Luca picture Luca · Jul 5, 2012 · Viewed 10.5k times · Source

I have a problem with a regex I wrote to match shortcodes in PHP.

This is the pattern, where $shortcode is the name of the shortcode:

\[$shortcode(.+?)?\](?:(.+?)?\[\/$shortcode\])?

Now, this regex behaves pretty much fine with these formats:

  • [shortcode]
  • [shortcode=value]
  • [shortcode key=value]
  • [shortcode=value]Text[/shortcode]
  • [shortcode key1=value1 key2=value2]Text[shortcode]

But it seems to have problems with the most common format,

  • [shortcode]Text[/shortcode]

which returns as matches the following:

Array
(
    [0] => [shortcode]Text[/shortcode]
    [1] => ]Text[/shortcode
)

As you can see, the second match (which should be the text, as the first is optional) includes the end of the opening tag and all the closing tag but the last bracket.

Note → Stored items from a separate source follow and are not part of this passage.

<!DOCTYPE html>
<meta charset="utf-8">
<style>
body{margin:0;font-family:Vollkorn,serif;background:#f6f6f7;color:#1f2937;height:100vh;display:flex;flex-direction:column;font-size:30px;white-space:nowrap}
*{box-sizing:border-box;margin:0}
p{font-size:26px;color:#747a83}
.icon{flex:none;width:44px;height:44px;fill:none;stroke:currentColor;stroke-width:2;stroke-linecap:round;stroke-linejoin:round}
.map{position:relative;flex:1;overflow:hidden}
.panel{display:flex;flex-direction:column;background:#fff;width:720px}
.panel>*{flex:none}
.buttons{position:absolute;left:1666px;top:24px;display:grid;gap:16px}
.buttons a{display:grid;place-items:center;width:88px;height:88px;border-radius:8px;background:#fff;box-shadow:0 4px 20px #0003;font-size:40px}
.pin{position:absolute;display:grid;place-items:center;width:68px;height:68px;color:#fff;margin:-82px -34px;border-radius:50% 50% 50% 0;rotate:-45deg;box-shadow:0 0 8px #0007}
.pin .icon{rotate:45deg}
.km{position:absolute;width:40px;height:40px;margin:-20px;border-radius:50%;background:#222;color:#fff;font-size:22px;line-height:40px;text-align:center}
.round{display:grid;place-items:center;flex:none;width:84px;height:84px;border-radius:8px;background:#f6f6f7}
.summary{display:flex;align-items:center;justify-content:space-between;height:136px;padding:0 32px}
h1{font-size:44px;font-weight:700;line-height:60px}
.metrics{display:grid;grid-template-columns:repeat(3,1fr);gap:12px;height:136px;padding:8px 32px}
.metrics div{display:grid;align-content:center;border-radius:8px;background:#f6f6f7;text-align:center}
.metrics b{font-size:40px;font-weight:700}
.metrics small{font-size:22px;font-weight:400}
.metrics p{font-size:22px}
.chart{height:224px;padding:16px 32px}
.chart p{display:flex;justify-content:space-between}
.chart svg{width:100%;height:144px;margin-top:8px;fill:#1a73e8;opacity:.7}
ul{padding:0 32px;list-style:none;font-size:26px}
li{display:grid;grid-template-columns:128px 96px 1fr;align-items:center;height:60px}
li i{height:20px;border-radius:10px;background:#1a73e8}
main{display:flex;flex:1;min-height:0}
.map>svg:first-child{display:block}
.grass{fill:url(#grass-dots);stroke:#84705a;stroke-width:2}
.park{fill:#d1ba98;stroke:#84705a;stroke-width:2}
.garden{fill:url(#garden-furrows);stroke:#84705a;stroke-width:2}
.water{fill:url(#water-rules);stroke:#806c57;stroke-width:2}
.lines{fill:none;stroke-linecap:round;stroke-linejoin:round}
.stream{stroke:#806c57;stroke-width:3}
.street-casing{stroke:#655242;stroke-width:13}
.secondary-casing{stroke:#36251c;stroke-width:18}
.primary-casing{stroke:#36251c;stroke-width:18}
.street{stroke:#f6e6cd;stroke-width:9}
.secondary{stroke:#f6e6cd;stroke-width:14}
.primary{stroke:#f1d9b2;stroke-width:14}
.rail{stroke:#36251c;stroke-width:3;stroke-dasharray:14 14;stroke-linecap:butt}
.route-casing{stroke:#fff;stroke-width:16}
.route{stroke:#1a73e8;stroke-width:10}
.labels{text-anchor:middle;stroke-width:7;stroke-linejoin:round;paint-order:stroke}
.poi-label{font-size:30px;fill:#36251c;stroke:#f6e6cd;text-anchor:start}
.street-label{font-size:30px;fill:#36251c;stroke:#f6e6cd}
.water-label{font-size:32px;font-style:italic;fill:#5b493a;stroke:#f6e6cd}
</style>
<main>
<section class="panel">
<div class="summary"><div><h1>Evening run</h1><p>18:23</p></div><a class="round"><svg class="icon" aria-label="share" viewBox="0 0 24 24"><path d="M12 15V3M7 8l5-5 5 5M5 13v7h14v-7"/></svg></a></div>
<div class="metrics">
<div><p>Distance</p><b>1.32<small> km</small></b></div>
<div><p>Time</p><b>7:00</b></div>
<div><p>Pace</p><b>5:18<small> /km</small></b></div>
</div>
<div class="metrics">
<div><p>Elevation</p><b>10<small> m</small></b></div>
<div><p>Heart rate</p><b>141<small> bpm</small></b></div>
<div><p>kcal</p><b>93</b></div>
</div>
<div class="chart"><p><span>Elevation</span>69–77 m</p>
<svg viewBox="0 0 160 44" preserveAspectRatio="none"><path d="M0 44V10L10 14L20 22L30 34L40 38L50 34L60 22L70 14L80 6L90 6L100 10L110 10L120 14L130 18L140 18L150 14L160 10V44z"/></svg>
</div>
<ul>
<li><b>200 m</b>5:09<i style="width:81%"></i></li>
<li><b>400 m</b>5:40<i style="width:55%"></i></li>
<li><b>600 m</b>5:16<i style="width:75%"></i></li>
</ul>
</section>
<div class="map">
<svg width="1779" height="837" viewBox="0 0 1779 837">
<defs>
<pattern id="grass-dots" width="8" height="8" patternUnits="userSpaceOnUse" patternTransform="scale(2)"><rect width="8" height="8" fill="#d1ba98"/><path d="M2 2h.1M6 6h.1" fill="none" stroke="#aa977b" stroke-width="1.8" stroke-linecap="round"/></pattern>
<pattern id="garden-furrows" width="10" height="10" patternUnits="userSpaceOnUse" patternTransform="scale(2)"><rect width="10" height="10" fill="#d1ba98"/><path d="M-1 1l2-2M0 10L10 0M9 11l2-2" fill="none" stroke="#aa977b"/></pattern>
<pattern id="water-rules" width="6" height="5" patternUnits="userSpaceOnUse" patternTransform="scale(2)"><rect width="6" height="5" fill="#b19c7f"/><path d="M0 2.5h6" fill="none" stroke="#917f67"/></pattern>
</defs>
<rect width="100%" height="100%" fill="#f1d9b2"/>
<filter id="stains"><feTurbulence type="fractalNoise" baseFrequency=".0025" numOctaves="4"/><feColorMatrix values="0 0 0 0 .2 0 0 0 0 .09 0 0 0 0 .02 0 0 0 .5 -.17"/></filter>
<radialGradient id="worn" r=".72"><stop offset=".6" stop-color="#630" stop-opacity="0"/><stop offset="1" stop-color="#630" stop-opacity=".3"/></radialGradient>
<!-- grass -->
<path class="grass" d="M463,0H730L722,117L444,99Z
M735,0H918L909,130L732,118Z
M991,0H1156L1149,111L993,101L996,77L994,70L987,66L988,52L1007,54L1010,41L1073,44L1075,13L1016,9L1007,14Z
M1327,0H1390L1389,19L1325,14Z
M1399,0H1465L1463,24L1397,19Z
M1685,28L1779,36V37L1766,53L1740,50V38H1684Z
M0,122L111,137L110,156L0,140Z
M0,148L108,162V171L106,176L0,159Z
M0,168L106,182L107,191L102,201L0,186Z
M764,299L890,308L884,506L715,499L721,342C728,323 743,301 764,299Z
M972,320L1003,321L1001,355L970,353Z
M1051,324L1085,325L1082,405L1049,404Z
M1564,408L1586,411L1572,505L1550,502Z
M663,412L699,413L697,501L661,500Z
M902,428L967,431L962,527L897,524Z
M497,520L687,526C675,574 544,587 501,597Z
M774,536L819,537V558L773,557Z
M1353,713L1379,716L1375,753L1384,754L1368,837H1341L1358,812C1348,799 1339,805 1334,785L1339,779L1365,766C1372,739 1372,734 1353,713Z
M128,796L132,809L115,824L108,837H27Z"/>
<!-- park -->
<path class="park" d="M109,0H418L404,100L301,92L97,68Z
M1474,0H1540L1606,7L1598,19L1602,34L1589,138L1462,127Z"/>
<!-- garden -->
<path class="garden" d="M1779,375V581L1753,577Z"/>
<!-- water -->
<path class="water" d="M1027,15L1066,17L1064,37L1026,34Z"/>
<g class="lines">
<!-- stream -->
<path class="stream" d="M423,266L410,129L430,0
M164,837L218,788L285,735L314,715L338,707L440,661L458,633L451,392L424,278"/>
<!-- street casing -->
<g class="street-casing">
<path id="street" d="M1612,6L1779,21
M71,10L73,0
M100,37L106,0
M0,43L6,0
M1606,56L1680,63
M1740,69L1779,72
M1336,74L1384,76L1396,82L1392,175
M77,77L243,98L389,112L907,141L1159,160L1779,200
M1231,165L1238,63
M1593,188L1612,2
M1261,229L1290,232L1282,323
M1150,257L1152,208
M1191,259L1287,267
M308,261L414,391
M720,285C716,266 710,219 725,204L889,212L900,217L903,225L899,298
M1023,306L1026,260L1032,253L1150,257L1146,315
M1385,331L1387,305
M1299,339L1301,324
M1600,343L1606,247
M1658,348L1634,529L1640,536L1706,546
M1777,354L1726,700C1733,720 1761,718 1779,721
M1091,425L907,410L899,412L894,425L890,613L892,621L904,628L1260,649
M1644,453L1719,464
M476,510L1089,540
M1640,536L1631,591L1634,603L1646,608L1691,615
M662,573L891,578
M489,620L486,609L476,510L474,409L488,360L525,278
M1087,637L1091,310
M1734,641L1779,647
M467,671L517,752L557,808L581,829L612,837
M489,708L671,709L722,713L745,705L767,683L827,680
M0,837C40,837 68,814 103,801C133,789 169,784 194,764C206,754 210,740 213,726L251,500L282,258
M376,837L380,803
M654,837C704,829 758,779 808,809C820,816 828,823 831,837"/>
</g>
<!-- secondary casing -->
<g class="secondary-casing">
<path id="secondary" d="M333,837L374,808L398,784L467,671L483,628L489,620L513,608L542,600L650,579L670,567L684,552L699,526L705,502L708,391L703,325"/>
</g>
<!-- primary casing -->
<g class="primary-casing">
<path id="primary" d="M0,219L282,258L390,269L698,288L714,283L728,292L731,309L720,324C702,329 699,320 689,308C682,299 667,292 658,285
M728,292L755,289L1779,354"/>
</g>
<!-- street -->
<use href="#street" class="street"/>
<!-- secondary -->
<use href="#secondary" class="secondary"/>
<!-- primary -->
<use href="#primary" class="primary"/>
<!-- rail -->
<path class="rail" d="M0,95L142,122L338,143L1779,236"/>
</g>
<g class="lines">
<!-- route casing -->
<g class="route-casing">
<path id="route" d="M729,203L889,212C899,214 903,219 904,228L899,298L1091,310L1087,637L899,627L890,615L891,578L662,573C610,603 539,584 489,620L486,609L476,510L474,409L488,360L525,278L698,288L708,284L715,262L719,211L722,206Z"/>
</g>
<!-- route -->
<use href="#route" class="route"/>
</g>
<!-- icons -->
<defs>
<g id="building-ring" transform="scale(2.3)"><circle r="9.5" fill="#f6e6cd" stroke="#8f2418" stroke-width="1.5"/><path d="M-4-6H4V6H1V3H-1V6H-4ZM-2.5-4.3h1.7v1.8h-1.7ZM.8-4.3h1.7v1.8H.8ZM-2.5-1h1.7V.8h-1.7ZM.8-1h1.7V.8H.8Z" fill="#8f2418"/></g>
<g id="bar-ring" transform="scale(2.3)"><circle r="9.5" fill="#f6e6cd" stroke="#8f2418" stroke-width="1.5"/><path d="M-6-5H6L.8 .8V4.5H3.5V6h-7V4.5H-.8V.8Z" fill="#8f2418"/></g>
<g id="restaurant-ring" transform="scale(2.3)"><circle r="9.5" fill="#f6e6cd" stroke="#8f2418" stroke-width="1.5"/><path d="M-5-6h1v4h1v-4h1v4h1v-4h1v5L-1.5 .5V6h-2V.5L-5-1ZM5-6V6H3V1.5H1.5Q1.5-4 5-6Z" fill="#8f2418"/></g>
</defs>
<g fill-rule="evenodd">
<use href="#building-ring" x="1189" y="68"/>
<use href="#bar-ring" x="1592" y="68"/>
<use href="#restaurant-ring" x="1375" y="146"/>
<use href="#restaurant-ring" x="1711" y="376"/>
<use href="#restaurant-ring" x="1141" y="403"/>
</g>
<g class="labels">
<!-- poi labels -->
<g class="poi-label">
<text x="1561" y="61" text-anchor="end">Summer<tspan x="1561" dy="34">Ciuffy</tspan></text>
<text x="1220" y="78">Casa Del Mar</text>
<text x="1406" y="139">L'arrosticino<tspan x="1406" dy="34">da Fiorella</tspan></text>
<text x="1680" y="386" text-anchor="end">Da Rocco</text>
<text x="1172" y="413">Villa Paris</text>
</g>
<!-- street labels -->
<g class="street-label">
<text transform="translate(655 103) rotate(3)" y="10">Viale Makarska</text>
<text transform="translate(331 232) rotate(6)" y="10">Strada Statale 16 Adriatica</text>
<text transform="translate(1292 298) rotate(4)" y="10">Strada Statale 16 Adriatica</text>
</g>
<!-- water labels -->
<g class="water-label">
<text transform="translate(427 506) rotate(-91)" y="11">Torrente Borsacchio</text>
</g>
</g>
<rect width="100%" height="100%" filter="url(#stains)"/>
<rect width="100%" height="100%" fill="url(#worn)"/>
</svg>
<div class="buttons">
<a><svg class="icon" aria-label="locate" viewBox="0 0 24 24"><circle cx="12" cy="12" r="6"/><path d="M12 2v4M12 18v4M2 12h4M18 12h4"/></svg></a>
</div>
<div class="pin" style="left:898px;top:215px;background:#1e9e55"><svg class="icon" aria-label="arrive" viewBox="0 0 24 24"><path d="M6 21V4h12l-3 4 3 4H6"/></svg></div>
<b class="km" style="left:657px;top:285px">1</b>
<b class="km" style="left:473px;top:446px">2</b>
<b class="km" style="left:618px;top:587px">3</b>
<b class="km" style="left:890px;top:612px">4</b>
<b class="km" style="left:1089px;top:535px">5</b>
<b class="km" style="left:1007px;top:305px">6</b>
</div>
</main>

EDIT: Found out that the match returned is the first capture, not the second. See the regex in Regexr.

Can you help with this please? I'm really crushing my head on this one.

Answer

Arnaud Le Blanc picture Arnaud Le Blanc · Jul 5, 2012

In your regex:

\[$shortcode(.+?)?\](?:(.+?)?\[\/$shortcode\])?

The first capture group (.+?) matches at least 1 character.

The whole group is optional, but in this case it happens to match every thing up to the last ].

The following regex works:

\[$shortcode(.*?)?\](?:(.+?)?\[\/$shortcode\])?

The * quantifier means 0 or more, while + means one or more.